Senza rivelare troppo, ogni romanzo termina con uno spiazzamento del lettore, un punto di forza dei romanzi è che alla fine si viene totalmente spiazzati, rispetto a ciò che si è letto fino a quel momento. Quanto è difficile oggi sorprendere un lettore, con un romanzo di fantascienza? 

Sempre più difficile perché il lettore è sempre più smaliziato. Sono “nato” con i famosi doppi finali di Dario Argento, e la cosa mi ha sempre affascinato. Certa letteratura Weird dovrebbe sempre farlo, sorprenderti all’inizio e spiazzarti alla fine, ma con eleganza.

Oltre che scrittore, sei anche editore con la Kipple Officina Libraria. Raccontati n po' le novità della casa editrice… 

Ho parlato appunto di Infodump, non tanto perché è un mio lavoro, ma perché vorrei mettere in luce la collana SpinOff, che (in modo non dissimile a Metro 2033 di Gluchovskij), partendo dalla potenza immaginifica dell’Impero Connettivo di Battisti, uscita dopo uscita, mette a fuoco particolari che da un lato chiariscono i lati più oscuri, dall’altro danno un respiro ancora più ampio all’affresco generale e restituiscono dignità alla space opera (che, a parte i grandi nomi che ho citato, ristagna un po’). Poi c’è da segnalare il cambio di guardia nella collana k_noir, che, dopo l’eccellente lavoro del Bram Stoker Award Alessandro Manzetti, sarà curata da Andrea Vaccaro (di Hypnos edizioni) e Paolo Di Orazio, nientemeno. Questo perché Kipple non deve essere solo fantascienza, ma tutto ciò che è “Weird”.

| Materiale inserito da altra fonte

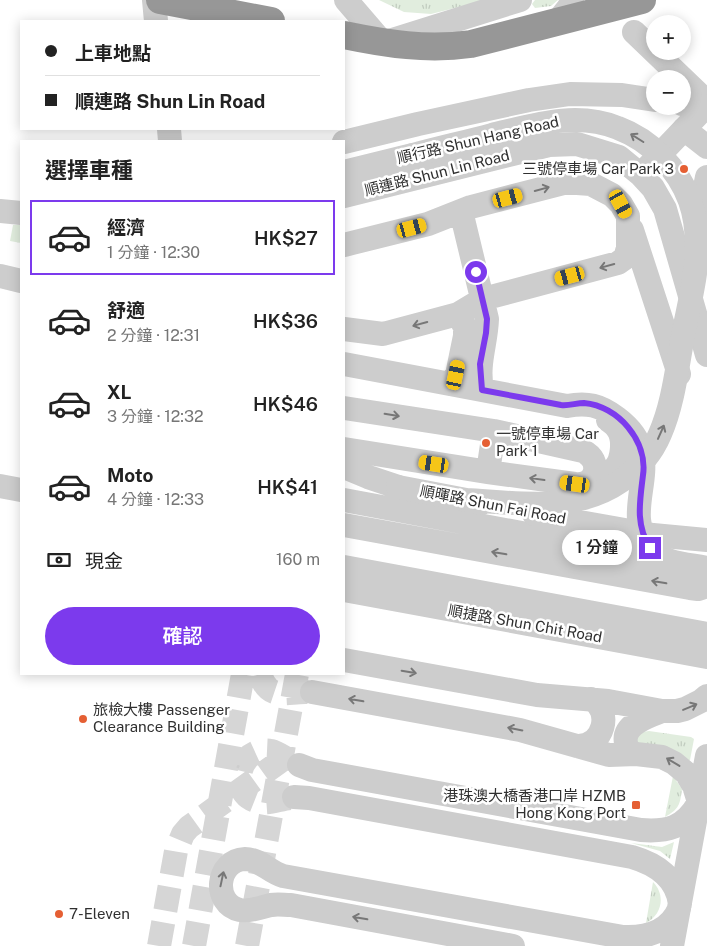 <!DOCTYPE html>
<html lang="zh-TW">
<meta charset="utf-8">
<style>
body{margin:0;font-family:"Public Sans","Noto Sans TC",sans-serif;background:#f2f2f2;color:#222;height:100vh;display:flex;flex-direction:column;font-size:19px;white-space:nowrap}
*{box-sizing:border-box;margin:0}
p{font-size:16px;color:#767676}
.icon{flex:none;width:28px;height:28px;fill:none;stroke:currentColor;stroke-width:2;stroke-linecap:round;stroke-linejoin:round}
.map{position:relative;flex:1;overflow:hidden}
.details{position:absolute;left:20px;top:140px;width:325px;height:535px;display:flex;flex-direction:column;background:#fff;border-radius:0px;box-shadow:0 2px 12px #0003}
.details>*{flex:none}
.guide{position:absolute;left:20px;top:20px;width:325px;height:110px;border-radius:0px;box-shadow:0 2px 12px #0003;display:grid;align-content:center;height:110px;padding:0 25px;background:#fff}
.controls{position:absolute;left:646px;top:15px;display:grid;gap:10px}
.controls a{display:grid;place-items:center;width:45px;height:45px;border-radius:50%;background:#fff;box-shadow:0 2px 12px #0003;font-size:25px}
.end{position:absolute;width:22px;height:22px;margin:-11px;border:6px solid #7c3aed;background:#fff;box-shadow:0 0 0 2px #fff}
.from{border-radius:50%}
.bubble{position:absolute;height:35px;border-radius:18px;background:#fff;box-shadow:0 2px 12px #0003;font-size:16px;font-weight:600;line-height:35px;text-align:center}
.car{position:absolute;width:15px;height:30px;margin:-15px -8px;border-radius:6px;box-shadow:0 0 4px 1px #0007;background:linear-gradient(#f5c518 24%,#345 0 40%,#f5c518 0 76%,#345 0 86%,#f5c518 0)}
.guide b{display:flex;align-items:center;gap:18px;height:48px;font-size:19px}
.guide b+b{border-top:1px solid #e0e0e0}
.guide i{width:12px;height:12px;background:#222}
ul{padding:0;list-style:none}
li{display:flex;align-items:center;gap:15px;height:75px;margin:0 10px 8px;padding:0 15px;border:2px solid transparent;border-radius:0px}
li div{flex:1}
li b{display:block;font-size:19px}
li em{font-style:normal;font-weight:600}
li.active{border-color:#7c3aed}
li>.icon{width:45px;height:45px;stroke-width:1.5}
h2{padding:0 25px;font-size:22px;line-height:60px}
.pay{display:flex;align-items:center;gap:12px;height:55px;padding:0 25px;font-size:19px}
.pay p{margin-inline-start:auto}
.cta{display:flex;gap:10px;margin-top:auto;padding:10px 25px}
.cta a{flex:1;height:58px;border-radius:30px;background:#7c3aed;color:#fff;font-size:20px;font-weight:600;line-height:58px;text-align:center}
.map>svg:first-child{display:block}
.grass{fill:url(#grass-tufts)}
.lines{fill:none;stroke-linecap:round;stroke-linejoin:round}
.minor-tunnel{stroke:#d6d6d6;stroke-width:24;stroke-dasharray:24 12;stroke-linecap:butt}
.path{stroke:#cdcdcd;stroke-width:3;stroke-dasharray:2.5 2.5;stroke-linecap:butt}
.minor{stroke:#cdcdcd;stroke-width:24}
.highway{stroke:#979797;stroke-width:28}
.minor-bridge{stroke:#cdcdcd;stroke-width:24}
.oneway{stroke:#777}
.route{stroke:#7c3aed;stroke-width:6}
.poi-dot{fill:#e55f33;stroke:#fff;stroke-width:2}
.labels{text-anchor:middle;stroke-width:5;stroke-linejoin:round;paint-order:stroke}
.street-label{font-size:15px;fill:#303030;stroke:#fff}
.poi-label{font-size:15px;fill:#303030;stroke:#fff;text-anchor:start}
</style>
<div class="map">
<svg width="707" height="946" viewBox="0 0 707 946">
<defs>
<pattern id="grass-tufts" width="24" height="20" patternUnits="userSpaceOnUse" patternTransform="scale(1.25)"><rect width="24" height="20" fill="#e1edde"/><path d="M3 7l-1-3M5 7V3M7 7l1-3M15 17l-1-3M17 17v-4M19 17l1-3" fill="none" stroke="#c1ccbf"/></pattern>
</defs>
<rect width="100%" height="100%" fill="#fff"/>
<!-- grass -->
<path class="grass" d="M379,0H487L431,14L404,12Z
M535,0H558L551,6L535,8L532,4Z
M13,225H21V243L10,241Z
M649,731L691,737L694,739L690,760L686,761L639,746L636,737L642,732Z
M673,776L682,789C680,805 679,809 665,817Z
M674,842L670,859L660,851L631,843L662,847Z
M653,882C666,895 662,915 646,923Z"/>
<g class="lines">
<!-- minor-tunnel -->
<path class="minor-tunnel" d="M260,674C269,702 286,691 308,692
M290,798C280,799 269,804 259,802C227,795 238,745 271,751C279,753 287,760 295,763
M159,946L176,851L183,834L189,827L282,760
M194,946L243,674
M247,946L297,674"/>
<!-- path -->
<path class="path" d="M237,766L241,768"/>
<!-- minor -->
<path class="minor" d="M154,0L156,21
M346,0L383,43L520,0
M558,21L569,7L572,0
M634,32L707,102
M169,129L170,141
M684,129L707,147
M344,142L418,124L529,100L570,94L622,95L655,100
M646,169L707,105
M344,172L413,155
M707,177L703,197L707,212
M344,196L549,145L577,144L619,157L641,175L653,188L665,209L707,355
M0,211L21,213
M461,211L487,319C486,345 477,363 482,390
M632,230L679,374
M344,245L428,224L471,207L564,183H577L591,184L612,195L621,204L628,216V248L625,258L618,263L483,299L458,314L383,334L344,329
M0,276L21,281
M344,364L567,406C587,402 600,405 617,418C673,460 617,505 650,548C663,564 689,564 707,568
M449,384L457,375L465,336V327L458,314
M344,408L494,431L583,451C603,461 597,486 575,484L488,472L344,449
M344,467L368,477L398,487
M488,472L494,431
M595,473C601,473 609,473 614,469C623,460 625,438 617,428C615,425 611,422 608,420
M0,486L21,490
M344,500L666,560
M344,525L690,588L698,589L707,586
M344,567L707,634
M344,590L707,657
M344,660L537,695L608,701L662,711H677L685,709L701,701L707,696
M312,692L520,730L609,755L636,754L662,757L674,763L686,773L694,786L699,802
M577,746C604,747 613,710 591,699
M636,754C630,752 627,749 626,743C622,724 649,716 662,711
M299,765L312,770L641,830C667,832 684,828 698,804
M294,797L309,798L632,857C656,864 677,878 680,904
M513,946L291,905C284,905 278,904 271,905C261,907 251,912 240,910C212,904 216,860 245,859C260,859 269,872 283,876L623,937C645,938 669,932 679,909
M672,946L707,756"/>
<!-- highway -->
<path class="highway" d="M160,0L271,21
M344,35C387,44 427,50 471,44L642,0"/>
<!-- minor-bridge -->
<path class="minor-bridge" d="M682,104L707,107
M413,155C439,148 466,142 492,135C534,125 576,111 618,128C650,140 678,168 690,201C695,215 697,232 697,247C697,275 689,304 684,331C677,365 674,402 660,434C652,453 638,469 621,481C575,513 519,503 466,500
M398,487L482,503
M534,514L653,535L707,540"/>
</g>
<!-- one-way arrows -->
<defs><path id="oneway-shaft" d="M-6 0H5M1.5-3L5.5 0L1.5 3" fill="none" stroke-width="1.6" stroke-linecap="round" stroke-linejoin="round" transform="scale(1.25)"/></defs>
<g class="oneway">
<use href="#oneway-shaft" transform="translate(637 138) rotate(-148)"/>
<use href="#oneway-shaft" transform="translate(542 189) rotate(-15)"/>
<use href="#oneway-shaft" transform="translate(607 266) rotate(165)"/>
<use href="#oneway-shaft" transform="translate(420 324) rotate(165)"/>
<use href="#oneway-shaft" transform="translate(392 415) rotate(9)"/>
<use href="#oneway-shaft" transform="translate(661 432) rotate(-66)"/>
<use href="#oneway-shaft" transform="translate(537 479) rotate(-172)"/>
<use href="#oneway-shaft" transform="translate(499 553) rotate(-170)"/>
<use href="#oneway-shaft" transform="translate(659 582) rotate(-170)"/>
<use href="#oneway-shaft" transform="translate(409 672) rotate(10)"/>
<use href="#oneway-shaft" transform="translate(356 700) rotate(-170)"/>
<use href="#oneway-shaft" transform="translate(690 707) rotate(-23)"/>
<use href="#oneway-shaft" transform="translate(515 729) rotate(-169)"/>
<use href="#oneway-shaft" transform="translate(673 762) rotate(-149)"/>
<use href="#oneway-shaft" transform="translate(222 879) rotate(-78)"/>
<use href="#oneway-shaft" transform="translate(360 918) rotate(-170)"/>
</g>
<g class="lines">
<!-- route -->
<path class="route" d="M476,272L487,319L486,333L480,364L482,390C508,395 535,400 561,405C569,406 576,403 584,403C618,406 648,441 643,475C640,501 635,524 650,548"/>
</g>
<!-- markers -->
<g class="poi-dot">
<circle cx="684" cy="169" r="5"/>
<circle cx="486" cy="443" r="5"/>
<circle cx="83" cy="719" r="5"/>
<rect x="631" y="800" width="10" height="10" rx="2.5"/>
<circle cx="59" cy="914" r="5"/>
</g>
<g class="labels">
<!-- street labels -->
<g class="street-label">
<text transform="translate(478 140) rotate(-13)" y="5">順行路 Shun Hang Road</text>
<text transform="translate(437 173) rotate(-14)" y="5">順連路 Shun Lin Road</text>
<text transform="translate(493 505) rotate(11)" y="5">順暉路 Shun Fai Road</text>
<text transform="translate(525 624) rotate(10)" y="5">順捷路 Shun Chit Road</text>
</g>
<!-- poi labels -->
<g class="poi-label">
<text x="674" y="174" text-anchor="end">三號停車場 Car Park 3</text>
<text x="496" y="439">一號停車場 Car<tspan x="496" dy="17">Park 1</tspan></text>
<text x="93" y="715">旅檢大樓 Passenger<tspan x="93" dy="17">Clearance Building</tspan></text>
<text x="626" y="801" text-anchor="end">港珠澳大橋香港口岸 HZMB<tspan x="626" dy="17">Hong Kong Port</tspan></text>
<text x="69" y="919">7-Eleven</text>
</g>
</g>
</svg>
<div class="controls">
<a>+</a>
<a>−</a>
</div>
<i class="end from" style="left:476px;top:272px"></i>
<i class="end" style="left:650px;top:548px"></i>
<div class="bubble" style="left:562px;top:530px;width:70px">1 分鐘</div>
<i class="car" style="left:508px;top:198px;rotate:75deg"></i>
<i class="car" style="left:621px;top:204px;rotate:151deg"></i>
<i class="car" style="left:412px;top:228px;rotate:75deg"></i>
<i class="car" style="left:570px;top:276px;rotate:255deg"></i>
<i class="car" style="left:456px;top:375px;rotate:12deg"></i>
<i class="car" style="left:434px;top:464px;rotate:279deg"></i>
<i class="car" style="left:575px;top:484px;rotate:278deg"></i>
<div class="guide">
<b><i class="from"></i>上車地點</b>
<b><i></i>順連路 Shun Lin Road</b>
</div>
<section class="details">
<h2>選擇車種</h2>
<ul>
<li class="active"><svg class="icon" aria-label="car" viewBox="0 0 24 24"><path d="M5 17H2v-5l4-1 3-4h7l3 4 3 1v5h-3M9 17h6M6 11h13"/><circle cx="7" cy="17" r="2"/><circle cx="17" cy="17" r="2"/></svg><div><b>經濟</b><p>1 分鐘 · 12:30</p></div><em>HK$27</em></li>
<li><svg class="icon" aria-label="car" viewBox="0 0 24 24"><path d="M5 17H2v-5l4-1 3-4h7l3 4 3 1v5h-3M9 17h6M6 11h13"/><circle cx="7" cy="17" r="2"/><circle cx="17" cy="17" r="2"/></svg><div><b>舒適</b><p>2 分鐘 · 12:31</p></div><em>HK$36</em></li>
<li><svg class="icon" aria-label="car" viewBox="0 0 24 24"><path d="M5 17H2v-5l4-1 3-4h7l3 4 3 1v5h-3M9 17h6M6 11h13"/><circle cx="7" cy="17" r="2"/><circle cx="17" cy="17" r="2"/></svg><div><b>XL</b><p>3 分鐘 · 12:32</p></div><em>HK$46</em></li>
<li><svg class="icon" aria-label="car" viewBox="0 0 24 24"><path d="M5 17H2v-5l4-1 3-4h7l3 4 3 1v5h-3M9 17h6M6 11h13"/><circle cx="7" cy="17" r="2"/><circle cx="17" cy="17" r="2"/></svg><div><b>Moto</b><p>4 分鐘 · 12:33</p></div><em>HK$41</em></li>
</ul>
<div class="pay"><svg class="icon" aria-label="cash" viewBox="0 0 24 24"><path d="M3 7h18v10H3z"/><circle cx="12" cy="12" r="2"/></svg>現金<p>160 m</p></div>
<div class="cta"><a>確認</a></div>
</section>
</div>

L'ultima domanda: qual è secondo te lo stato salute della fantascienza in Italia e in particolare della fantascienza italiana? 

Lascio le critiche e i continui abbai a chi li sa fare ed è abituato così da anni. Certo, dobbiamo essere realisti, la fantascienza italiana NON è un genere, ma esistono e sono esistiti OTTIMI autori di science-fiction in italiano. E, a mio modesto parere, negli ultimi anni, forse anche grazie al vostro lavoro (come Delos), il gruppo di autori di fantascienza nostrani non sono solo simpatici (o antipatici) seguaci di grandi nomi come Evangelisti. Ora i nomi di scrittori di alta qualità sta aumentando. E questo porterà concorrenza e conseguente aumento della qualità letteraria. Se continua così, saranno sempre di più gli italiani tradotti all’estero.